RAW DATA:
____________

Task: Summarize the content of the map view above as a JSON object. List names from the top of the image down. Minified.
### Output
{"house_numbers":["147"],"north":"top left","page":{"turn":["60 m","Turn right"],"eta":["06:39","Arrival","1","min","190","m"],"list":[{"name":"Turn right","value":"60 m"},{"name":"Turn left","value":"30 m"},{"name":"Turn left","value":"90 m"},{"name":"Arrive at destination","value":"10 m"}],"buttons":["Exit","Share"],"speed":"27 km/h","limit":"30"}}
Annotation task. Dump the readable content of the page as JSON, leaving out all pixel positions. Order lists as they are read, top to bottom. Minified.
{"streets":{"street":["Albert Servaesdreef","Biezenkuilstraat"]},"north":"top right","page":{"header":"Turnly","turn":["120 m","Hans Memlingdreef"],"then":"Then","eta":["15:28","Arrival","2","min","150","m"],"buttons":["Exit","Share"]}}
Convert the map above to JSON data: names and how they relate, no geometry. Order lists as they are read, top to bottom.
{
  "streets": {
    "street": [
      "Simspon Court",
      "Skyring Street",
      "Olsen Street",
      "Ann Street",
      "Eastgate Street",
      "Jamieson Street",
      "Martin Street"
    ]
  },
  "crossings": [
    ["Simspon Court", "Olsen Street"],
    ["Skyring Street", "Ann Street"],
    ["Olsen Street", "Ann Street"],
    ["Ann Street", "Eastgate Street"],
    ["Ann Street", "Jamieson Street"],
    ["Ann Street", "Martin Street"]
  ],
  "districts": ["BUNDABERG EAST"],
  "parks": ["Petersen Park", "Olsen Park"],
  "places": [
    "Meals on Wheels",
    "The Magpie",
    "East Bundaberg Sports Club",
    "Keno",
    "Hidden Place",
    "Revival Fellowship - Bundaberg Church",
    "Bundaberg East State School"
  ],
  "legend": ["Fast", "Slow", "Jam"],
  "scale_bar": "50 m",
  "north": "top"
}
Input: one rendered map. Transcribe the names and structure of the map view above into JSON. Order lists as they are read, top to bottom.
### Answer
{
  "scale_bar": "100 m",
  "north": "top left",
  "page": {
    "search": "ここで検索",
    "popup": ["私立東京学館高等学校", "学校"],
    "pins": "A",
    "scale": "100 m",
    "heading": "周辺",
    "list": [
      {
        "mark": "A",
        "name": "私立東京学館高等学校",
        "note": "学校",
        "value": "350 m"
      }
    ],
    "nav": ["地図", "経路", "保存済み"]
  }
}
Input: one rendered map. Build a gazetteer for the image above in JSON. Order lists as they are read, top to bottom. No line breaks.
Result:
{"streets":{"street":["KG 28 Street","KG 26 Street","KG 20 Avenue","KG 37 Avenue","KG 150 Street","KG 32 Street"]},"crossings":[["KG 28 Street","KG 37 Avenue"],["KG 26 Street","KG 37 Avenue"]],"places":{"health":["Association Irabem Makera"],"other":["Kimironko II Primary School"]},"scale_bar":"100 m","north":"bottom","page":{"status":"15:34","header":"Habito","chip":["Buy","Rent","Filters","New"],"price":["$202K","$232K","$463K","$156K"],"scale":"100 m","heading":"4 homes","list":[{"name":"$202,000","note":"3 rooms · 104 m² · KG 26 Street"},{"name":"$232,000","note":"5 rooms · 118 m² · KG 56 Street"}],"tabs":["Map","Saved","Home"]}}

____________

PROBLEM DESCRIPTION: Print the listing exactly. Every line must match.

RESULT OF THIS TASK:
Task: Summarize the content of the map view above as a JSON object. List names from the top of the image down. Minified.
### Output
{"house_numbers":["147"],"north":"top left","page":{"turn":["60 m","Turn right"],"eta":["06:39","Arrival","1","min","190","m"],"list":[{"name":"Turn right","value":"60 m"},{"name":"Turn left","value":"30 m"},{"name":"Turn left","value":"90 m"},{"name":"Arrive at destination","value":"10 m"}],"buttons":["Exit","Share"],"speed":"27 km/h","limit":"30"}}
Annotation task. Dump the readable content of the page as JSON, leaving out all pixel positions. Order lists as they are read, top to bottom. Minified.
{"streets":{"street":["Albert Servaesdreef","Biezenkuilstraat"]},"north":"top right","page":{"header":"Turnly","turn":["120 m","Hans Memlingdreef"],"then":"Then","eta":["15:28","Arrival","2","min","150","m"],"buttons":["Exit","Share"]}}
Convert the map above to JSON data: names and how they relate, no geometry. Order lists as they are read, top to bottom.
{
  "streets": {
    "street": [
      "Simspon Court",
      "Skyring Street",
      "Olsen Street",
      "Ann Street",
      "Eastgate Street",
      "Jamieson Street",
      "Martin Street"
    ]
  },
  "crossings": [
    ["Simspon Court", "Olsen Street"],
    ["Skyring Street", "Ann Street"],
    ["Olsen Street", "Ann Street"],
    ["Ann Street", "Eastgate Street"],
    ["Ann Street", "Jamieson Street"],
    ["Ann Street", "Martin Street"]
  ],
  "districts": ["BUNDABERG EAST"],
  "parks": ["Petersen Park", "Olsen Park"],
  "places": [
    "Meals on Wheels",
    "The Magpie",
    "East Bundaberg Sports Club",
    "Keno",
    "Hidden Place",
    "Revival Fellowship - Bundaberg Church",
    "Bundaberg East State School"
  ],
  "legend": ["Fast", "Slow", "Jam"],
  "scale_bar": "50 m",
  "north": "top"
}
Input: one rendered map. Transcribe the names and structure of the map view above into JSON. Order lists as they are read, top to bottom.
### Answer
{
  "scale_bar": "100 m",
  "north": "top left",
  "page": {
    "search": "ここで検索",
    "popup": ["私立東京学館高等学校", "学校"],
    "pins": "A",
    "scale": "100 m",
    "heading": "周辺",
    "list": [
      {
        "mark": "A",
        "name": "私立東京学館高等学校",
        "note": "学校",
        "value": "350 m"
      }
    ],
    "nav": ["地図", "経路", "保存済み"]
  }
}
Input: one rendered map. Build a gazetteer for the image above in JSON. Order lists as they are read, top to bottom. No line breaks.
Result:
{"streets":{"street":["KG 28 Street","KG 26 Street","KG 20 Avenue","KG 37 Avenue","KG 150 Street","KG 32 Street"]},"crossings":[["KG 28 Street","KG 37 Avenue"],["KG 26 Street","KG 37 Avenue"]],"places":{"health":["Association Irabem Makera"],"other":["Kimironko II Primary School"]},"scale_bar":"100 m","north":"bottom","page":{"status":"15:34","header":"Habito","chip":["Buy","Rent","Filters","New"],"price":["$202K","$232K","$463K","$156K"],"scale":"100 m","heading":"4 homes","list":[{"name":"$202,000","note":"3 rooms · 104 m² · KG 26 Street"},{"name":"$232,000","note":"5 rooms · 118 m² · KG 56 Street"}],"tabs":["Map","Saved","Home"]}}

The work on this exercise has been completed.